De toute façon, Fan Zhendong n’est pas de ce monde-là
Image : ITTF
Vainqueur une nouvelle fois des prestigieux Jeux Nationaux Chinois, en battant en cours de route Wang Chuqin et Lin Shidong, respectivement n°1 et 2 mondiaux, Fan Zhendong a affirmé son absolue domination sur le circuit national le plus relevé du monde, et ce, sans avoir de classement ITTF. Il n’en a plus besoin.
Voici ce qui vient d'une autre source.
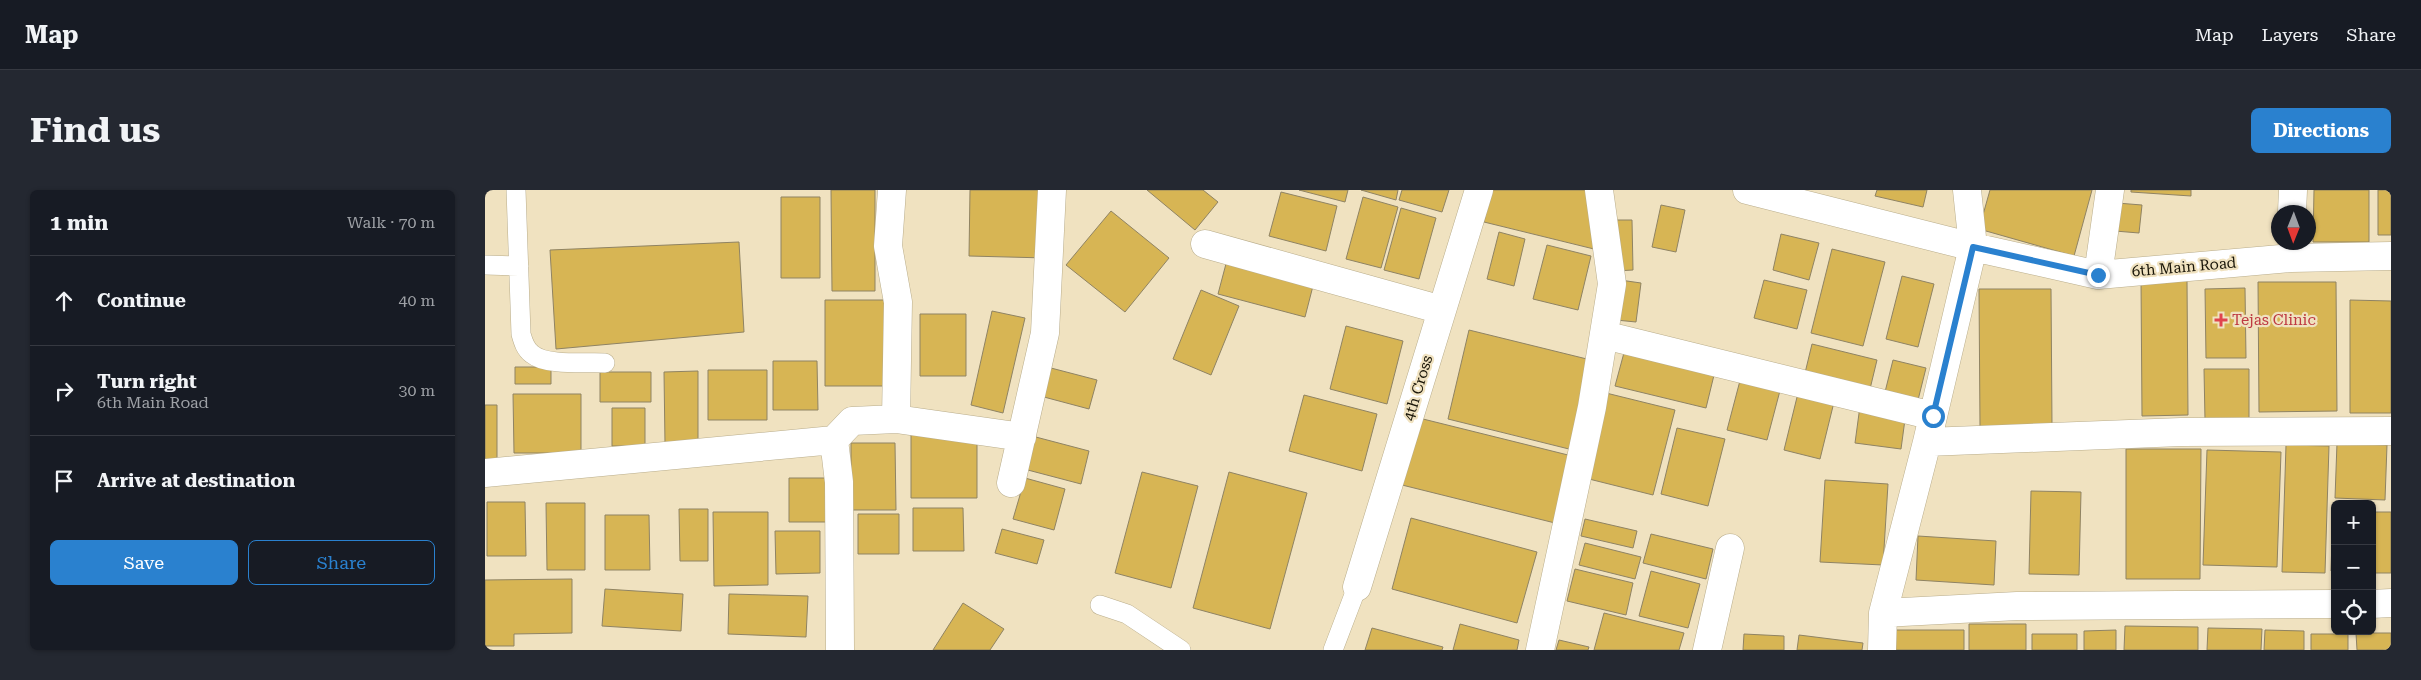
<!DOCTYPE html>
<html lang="en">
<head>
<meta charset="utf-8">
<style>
	:root { --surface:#171b24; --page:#242831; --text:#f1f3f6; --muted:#9ea1a6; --line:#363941; --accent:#2a81cf }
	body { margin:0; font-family:"Roboto Serif",serif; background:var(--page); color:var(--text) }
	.controls { position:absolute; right:15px; bottom:15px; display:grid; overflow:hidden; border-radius:8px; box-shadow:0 1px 4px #0004 }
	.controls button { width:45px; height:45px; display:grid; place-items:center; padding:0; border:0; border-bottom:1px solid var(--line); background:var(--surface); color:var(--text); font:25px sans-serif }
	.compass { position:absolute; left:1786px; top:15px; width:45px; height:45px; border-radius:50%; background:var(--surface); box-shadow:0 1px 4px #0004; rotate:181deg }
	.stop { position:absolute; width:15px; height:15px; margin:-11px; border:4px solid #2a81cf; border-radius:50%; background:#fff }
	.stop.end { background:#2a81cf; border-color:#fff; box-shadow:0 1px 5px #0008 }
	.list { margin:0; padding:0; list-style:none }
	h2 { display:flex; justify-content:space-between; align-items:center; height:65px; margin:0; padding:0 20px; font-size:21px }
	h2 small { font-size:16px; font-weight:400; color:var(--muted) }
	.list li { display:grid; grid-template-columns:32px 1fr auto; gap:15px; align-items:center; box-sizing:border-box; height:90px; padding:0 20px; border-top:1px solid var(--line) }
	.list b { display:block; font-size:19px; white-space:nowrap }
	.list p { margin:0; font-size:16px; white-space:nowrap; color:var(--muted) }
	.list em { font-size:16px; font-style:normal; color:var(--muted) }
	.actions { display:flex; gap:10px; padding:15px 20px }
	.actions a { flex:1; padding:11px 0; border:1px solid var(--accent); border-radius:8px; text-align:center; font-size:18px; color:var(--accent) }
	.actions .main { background:var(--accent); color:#fff }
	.icon { flex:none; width:28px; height:28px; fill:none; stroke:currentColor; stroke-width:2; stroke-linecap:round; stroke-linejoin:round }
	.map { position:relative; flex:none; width:1906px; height:460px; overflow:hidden; border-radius:8px }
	header { display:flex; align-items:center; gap:30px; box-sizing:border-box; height:70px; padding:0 25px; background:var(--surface); border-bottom:1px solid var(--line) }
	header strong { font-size:24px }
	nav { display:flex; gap:28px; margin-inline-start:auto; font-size:18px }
	.intro { display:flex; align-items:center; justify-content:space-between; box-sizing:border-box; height:120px; padding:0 30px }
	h1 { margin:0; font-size:35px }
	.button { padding:12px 22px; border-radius:8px; background:var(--accent); color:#fff; font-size:18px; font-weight:700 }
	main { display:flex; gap:30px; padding:0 30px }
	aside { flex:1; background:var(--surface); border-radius:8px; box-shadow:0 1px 4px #0004 }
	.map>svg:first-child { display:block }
	.building { fill:#d7b554; stroke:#8f8363 }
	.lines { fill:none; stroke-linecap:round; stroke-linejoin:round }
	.lane-casing { stroke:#b9ad8b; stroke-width:20 }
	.street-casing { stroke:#b9ad8b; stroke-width:29 }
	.lane { stroke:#fff; stroke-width:19 }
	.street { stroke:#fff; stroke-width:28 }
	.route { stroke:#2a81cf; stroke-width:6 }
	.health-dot { fill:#e0444e; stroke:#f0e2c0; stroke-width:2 }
	.labels { text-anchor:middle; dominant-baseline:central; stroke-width:4.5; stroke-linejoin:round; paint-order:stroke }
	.street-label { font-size:15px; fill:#181407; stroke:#f0e2c0 }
	.health-label { font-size:15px; fill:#be3a42; stroke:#f0e2c0; text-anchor:start }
</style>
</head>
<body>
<header>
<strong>Map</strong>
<nav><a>Map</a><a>Layers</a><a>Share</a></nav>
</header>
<div class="intro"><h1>Find us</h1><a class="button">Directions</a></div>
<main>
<aside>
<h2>1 min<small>Walk · 70 m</small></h2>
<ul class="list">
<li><svg class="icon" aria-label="ahead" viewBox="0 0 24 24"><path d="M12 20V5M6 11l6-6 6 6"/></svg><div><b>Continue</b></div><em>40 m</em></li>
<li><svg class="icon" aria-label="right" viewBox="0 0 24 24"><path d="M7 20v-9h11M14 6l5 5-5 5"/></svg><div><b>Turn right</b><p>6th Main Road</p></div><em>30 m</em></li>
<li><svg class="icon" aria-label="arrive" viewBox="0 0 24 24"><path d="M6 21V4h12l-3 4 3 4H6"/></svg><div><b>Arrive at destination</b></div></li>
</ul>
<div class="actions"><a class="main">Save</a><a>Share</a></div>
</aside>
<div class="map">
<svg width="1906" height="460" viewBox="0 0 1906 460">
	<rect width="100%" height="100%" fill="#f0e2c0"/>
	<path class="building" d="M346,0H390V101H347Z
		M485,0H562L561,68L484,66Z
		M662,0H718L733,12L710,40Z
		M814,0H863L860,12Z
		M876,0H913L911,10Z
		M917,0H964L957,22L914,10Z
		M1006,0H1110L1113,60L999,32Z
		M1392,0H1442L1438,17L1390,6Z
		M1505,0H1607L1589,66L1494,39Z
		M1646,0H1706V6L1646,2Z
		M1829,0H1884V52H1828Z
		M1893,0H1906V45H1893Z
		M796,2L852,16L841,61L784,46Z
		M296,7H335V88H296Z
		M878,7L913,17L896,78L861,69Z
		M1632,13L1657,15L1654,43L1630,41Z
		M1176,15L1200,20L1191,62L1167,57Z
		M916,18L951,28L934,89L899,80Z
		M626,21L684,68L640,122L581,75Z
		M1130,30H1147L1148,80L1130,81Z
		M1014,42L1040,49L1029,96L1002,89Z
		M1296,44L1334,53L1324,90L1288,80Z
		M254,52L259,142L71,159L65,60Z
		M1062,55L1106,66L1093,120L1048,109Z
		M1347,59L1400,72L1378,156L1326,143Z
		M742,70L829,92L820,127L733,104Z
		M1417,86L1449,94L1433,157L1401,149Z
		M1135,90L1156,93L1151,132L1131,130Z
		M1279,90L1322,100L1312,139L1269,128Z
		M1656,90H1702L1703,225L1657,226Z
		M1773,92H1851L1852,221L1774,222Z
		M1760,98L1761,168H1721L1720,99Z
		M1494,99H1566L1567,236L1495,237Z
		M716,100L754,116L726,185L688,169Z
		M340,110H402L403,196H340Z
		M1865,110L1906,111V223H1865Z
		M507,121L540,128L518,223L486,215Z
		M435,124H481V186H435Z
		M861,136L918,151L902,214L845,199Z
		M984,140L1110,171L1088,260L963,229Z
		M1327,154L1392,170L1385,199L1320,183Z
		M1140,159L1230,181L1221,218L1130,196Z
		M1408,170L1441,178L1432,214L1399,206Z
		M288,171H332L333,220H288Z
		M30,177H66V194H30Z
		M566,178L612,190L604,219L559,207Z
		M1719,179H1764V230H1720Z
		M223,180H282V230H223Z
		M213,181V254H180L179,182Z
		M115,182H166V212H115Z
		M1257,183L1297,193L1282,250L1242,240Z
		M1314,199L1350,208L1335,269L1299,260Z
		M1117,202L1190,220L1168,305L1096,287Z
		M28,204H96V263H29Z
		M819,205L892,224L877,281L804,261Z
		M0,215H12V271H0Z
		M1375,216L1421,222L1416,259L1370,253Z
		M127,218H160V256H127Z
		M930,227L1087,266L1070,333L913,294Z
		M1192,238L1240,249L1223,316L1176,304Z
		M426,242H492V308H426Z
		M547,246L604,261L596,294L539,279Z
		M366,253H410L411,320H366Z
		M1852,253L1902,255L1900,310L1850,308Z
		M1801,255L1844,256L1840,383L1797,382Z
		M1641,259H1716L1715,389H1641Z
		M1722,260L1796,262L1792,377L1718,375Z
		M657,282L713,296L686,398L630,383Z
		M744,282L822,303L785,439L708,418Z
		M304,288H344V332H304Z
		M540,288L580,299L569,340L528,329Z
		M1340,290L1403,294L1398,375L1335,372Z
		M1546,301L1596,302L1594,385L1544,384Z
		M2,312H40L41,366H2Z
		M61,313H100V380H62Z
		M428,318H478L479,361H428Z
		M194,319H223V371H195Z
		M1848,320L1850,321V381H1846Z
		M228,322H283V395L229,396Z
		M1887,322H1906V383H1887Z
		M373,324H414V364H373Z
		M120,325H164L165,380H120Z
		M926,328L1052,362L1032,433L907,399Z
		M1100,329L1152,341L1148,358L1096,346Z
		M517,339L559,350L552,374L510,363Z
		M290,341H335V383L291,384Z
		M1166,344L1228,359L1221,389L1158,373Z
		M1433,346L1511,351L1509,395L1431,390Z
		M1100,353L1156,367L1150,389L1094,375Z
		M1090,379L1148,393L1141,425L1082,411Z
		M1166,381L1215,394L1203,438L1154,426Z
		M87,389V443L29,444V456H0V390Z
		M120,399L198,404L196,441L117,436Z
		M244,404L323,406L321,447L243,444Z
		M478,413L519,439L505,460H448Z
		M1119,423L1199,443L1194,460H1109Z
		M975,434L1034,450L1032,460H968Z
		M1484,434H1541V460H1484Z
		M1640,436L1713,437V460H1639Z
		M887,438L958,457L957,460H880Z
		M1723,438L1777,439L1776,460H1722Z
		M1403,440H1479V460H1404Z
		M1631,440V460H1599V441Z
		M1780,440L1819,441V460H1779Z
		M1871,443H1906V460H1872Z
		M1259,444L1299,446V460H1258Z
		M1547,444H1592V460H1547Z
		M1826,444H1863V460H1826Z
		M1314,445L1378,453L1377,460H1312Z
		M1074,450L1104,457L1103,460H1071Z"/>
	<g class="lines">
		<g class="lane-casing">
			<path id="lane" d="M31,0L36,144C38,151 40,159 47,164C61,176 101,172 120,173
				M0,75L34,76
				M615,415L642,424L696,460
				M848,460L872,397"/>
		</g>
		<g class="street-casing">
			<path id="street" d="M1262,0L1488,57L1613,85L1806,68L1906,66
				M1807,22L1808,0
				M720,54L957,120
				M1613,85L1625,0
				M1119,145L1448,226
				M411,229L537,247
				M1442,252L1696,242L1906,241
				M0,283L349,250
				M526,293L560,143L567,0
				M872,397L994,0
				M1887,414L1906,413
				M1398,423L1532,416L1850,414
				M355,460L354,292L349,250L367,231L411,229L413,112L403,56L407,0
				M1055,460L1107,217L1127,94L1114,0
				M1222,460L1245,358
				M1397,460L1398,423L1442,252L1488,57L1482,0"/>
		</g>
		<use href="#lane" class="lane"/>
		<use href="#street" class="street"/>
	</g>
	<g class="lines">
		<path class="route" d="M1448,226L1488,57L1613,85"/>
	</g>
	<path class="health-dot" d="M1733.5 122.5h5v5h5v5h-5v5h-5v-5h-5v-5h5z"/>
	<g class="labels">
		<g class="street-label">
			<text transform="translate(1699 77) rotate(-5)">6th Main Road</text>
			<text transform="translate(933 198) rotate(-73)">4th Cross</text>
		</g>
		<g class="health-label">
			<text x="1747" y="130">Tejas Clinic</text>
		</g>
	</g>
</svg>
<div class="controls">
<button>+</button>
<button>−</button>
<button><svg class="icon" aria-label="locate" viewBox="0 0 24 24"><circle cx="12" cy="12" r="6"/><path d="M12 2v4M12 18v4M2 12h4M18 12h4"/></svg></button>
</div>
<svg class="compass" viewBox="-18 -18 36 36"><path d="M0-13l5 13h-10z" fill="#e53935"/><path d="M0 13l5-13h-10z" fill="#9ea1a6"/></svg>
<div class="stop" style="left:1448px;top:226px"></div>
<div class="stop end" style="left:1613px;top:85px"></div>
</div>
</main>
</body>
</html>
C’est une nouvelle ligne de poids que Fan Zhendong vient d’inscrire dans sa légende. Une ligne qui semble dire, littéralement, que ralentir le rythme, lâcher la pression, laisser la place aux jeunes, n’a parfois aucune espèce d’impact dans le niveau affiché par un sportif qui se décide à rejouer. Bien sûr, à 28 ans, Fan Zhendong n’a pas pris une retraite au sens où l’on peut l’entendre dans beaucoup d’univers sportifs. Le ping a ceci de singulier que les joueurs et joueuses prennent leur retraite en plusieurs étapes, quitte à cumuler parfois les activités. Ma Long par exemple, nommé il y a peu vice-président de la CTTA, la fédération chinoise de tennis de table, a lui aussi participé aux Jeux Nationaux, dans le tableau par équipes, alors même qu’on ne le voit plus sur le circuit WTT depuis le China Smash 2024, ni même en Chinese Super League – contrairement à Fan Zhendong. Double champion du monde et champion olympique, celui-ci a décidé de partir en même temps que son aîné et Chen Meng pour protester contre le règlement trop strict du WTT, qui a lâché du lest depuis, sans pour autant que ça le fasse revenir. Depuis, on l’a surtout vu sous le maillot du Saarbrücken TT, découvrant la Bundesliga, ses tables, son public, et ses diables.
Une question d’aura
Soyons honnêtes : on a toutes et tous pris une claque. Depuis son retour à la place de n°1 mondial, Wang Chuqin est injouable dans les plus grands rendez-vous. À Las Vegas puis quelques mois plus tard à Pékin, il a survolé les Smash, ne trouvant une vraie résistance qu’en demi (Félix Lebrun, puis Xiang Peng) avant de s’imposer 4-0 en finale (devant Harimoto puis Félix Lebrun). Rarissimes sont les joueurs qui sont parvenus à le vaincre en simple en 2025 (Liang Jingkun à Singapour, Calderano à Macao, Harimoto à Yokohama), et aucun n’est européen. Du reste, il était sorti vainqueur 3-1 de sa dernière confrontation avec Fan Zhendong, c’était en Super League le 31 décembre 2024. L’actuel n°1 mondial est un monstre dont l’aura à la table n’est plus à démontrer – son absence à Malmö avait d’ailleurs rendu le tournoi plus imprévisible et insoutenable que jamais.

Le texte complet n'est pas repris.